:: WHAT THE TASK ASKS ::
Whenever a line in this data holds the word "butt", report that line in full.

Saved entries

··········

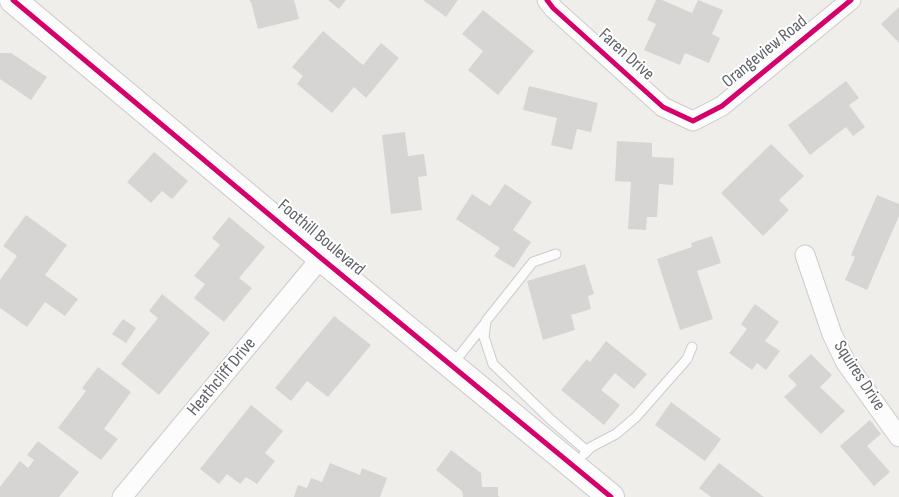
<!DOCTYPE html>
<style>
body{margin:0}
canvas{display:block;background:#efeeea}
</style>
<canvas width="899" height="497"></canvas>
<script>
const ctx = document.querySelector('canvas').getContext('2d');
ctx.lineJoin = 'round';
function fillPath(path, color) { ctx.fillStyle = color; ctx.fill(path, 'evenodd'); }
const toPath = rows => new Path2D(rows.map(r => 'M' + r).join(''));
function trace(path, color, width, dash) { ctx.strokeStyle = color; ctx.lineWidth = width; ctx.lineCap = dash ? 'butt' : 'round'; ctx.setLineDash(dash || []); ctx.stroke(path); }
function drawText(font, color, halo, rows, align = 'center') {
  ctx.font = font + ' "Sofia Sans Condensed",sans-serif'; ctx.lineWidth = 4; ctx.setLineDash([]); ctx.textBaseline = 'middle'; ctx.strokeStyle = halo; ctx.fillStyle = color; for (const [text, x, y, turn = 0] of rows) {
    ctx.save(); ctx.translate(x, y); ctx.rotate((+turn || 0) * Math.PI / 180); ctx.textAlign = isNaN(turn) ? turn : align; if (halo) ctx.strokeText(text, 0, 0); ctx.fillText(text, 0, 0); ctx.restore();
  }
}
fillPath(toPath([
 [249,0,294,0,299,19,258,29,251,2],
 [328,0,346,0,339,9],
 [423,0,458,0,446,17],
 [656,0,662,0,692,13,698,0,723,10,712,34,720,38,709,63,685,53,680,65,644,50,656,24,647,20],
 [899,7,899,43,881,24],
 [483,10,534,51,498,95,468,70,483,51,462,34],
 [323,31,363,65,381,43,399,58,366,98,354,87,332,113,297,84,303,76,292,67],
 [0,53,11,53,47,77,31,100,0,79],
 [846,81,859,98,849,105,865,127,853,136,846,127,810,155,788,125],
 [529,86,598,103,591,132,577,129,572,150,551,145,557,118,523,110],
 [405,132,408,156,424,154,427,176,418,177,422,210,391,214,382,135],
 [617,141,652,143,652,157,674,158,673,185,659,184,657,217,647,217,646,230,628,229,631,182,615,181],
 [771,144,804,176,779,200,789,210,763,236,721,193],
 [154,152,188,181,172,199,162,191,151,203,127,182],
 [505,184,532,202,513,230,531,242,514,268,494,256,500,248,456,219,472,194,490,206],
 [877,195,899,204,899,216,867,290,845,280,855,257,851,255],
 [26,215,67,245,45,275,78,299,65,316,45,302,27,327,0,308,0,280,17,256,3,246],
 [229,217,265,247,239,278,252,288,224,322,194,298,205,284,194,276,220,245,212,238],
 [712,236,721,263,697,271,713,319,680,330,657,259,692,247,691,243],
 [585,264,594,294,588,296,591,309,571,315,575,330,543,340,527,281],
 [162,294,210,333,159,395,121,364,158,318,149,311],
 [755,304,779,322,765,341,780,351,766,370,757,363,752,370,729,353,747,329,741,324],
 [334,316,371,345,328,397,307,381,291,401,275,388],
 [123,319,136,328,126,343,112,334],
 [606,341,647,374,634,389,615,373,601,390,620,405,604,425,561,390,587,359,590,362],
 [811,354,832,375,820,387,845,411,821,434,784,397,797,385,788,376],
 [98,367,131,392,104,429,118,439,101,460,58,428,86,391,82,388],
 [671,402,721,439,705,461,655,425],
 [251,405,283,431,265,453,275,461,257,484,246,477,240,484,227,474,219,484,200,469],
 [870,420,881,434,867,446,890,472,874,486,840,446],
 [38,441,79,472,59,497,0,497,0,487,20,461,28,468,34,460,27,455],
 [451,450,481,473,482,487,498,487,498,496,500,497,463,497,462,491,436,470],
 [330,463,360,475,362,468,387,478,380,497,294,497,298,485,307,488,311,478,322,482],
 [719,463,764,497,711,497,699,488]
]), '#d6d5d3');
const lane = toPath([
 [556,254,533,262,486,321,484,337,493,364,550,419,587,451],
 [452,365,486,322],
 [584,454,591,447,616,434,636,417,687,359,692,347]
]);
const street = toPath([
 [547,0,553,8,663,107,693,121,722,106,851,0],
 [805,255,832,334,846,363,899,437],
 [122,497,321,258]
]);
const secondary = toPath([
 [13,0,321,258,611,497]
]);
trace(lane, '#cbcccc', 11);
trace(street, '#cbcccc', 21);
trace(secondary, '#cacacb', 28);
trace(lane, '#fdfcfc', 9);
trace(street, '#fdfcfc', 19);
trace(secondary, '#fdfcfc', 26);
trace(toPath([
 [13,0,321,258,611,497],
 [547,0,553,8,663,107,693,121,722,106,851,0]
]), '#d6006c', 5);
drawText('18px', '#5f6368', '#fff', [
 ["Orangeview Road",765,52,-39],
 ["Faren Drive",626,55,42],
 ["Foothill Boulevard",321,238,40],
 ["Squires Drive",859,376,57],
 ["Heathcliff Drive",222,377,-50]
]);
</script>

··········

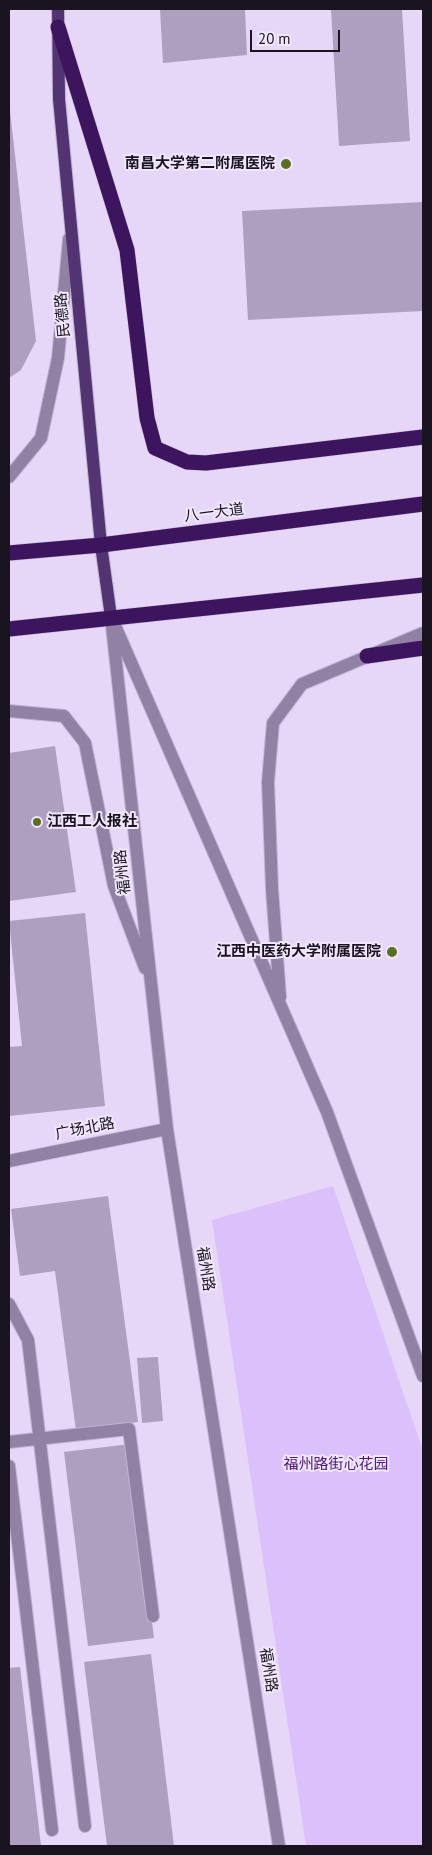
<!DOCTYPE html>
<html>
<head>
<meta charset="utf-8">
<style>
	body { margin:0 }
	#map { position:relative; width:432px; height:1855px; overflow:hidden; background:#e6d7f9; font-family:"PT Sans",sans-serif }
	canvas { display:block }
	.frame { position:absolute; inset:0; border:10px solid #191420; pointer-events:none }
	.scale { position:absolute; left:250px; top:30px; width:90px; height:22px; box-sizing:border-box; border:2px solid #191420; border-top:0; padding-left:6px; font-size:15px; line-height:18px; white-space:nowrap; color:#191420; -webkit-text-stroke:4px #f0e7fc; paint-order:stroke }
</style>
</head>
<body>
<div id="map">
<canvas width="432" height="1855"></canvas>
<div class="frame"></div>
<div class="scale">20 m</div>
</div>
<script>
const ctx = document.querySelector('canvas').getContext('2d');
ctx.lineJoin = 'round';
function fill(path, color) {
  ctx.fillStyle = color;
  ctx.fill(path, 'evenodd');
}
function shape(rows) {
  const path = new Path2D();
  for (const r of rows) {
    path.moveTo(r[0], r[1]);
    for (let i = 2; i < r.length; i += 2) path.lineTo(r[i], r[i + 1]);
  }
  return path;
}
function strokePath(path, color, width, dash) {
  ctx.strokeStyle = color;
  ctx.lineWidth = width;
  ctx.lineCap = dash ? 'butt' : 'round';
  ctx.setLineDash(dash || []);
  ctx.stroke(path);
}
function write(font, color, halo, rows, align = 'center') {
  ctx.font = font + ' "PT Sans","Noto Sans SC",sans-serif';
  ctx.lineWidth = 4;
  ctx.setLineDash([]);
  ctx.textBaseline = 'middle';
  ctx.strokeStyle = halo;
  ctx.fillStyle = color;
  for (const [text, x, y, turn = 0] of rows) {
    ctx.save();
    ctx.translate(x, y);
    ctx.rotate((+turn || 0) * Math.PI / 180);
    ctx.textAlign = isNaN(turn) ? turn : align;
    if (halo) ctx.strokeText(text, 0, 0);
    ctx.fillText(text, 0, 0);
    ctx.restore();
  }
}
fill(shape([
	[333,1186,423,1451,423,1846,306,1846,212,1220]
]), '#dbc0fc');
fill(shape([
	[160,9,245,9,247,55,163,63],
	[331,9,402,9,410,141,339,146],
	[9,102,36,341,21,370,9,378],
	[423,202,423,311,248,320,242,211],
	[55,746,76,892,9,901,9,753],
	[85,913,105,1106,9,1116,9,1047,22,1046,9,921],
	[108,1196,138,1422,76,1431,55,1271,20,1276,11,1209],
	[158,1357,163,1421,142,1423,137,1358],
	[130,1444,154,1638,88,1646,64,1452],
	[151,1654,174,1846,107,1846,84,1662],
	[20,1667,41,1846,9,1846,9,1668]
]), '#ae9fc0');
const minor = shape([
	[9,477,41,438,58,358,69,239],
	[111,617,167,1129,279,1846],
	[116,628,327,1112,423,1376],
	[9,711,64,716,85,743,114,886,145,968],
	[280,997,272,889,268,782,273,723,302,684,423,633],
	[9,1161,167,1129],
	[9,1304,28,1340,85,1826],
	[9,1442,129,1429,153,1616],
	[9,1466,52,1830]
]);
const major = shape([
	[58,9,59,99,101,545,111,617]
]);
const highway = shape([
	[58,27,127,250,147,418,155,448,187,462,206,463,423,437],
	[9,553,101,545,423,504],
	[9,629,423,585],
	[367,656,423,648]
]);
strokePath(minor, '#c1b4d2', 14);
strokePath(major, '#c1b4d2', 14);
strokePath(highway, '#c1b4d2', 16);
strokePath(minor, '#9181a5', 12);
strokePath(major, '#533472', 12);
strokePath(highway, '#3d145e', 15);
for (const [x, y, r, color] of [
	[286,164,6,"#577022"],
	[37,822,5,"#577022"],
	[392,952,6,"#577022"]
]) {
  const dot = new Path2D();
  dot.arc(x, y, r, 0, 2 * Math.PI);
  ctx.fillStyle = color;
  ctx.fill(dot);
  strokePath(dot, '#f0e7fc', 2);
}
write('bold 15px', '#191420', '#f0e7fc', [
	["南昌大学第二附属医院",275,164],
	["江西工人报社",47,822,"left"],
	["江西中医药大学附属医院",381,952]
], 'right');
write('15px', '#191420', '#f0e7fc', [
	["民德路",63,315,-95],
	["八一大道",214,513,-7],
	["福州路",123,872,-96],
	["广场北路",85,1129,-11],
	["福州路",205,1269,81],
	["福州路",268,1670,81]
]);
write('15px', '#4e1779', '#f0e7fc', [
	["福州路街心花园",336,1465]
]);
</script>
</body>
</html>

··········

:: THE COMPLETED TASK ::
function trace(path, color, width, dash) { ctx.strokeStyle = color; ctx.lineWidth = width; ctx.lineCap = dash ? 'butt' : 'round'; ctx.setLineDash(dash || []); ctx.stroke(path); }
  ctx.lineCap = dash ? 'butt' : 'round';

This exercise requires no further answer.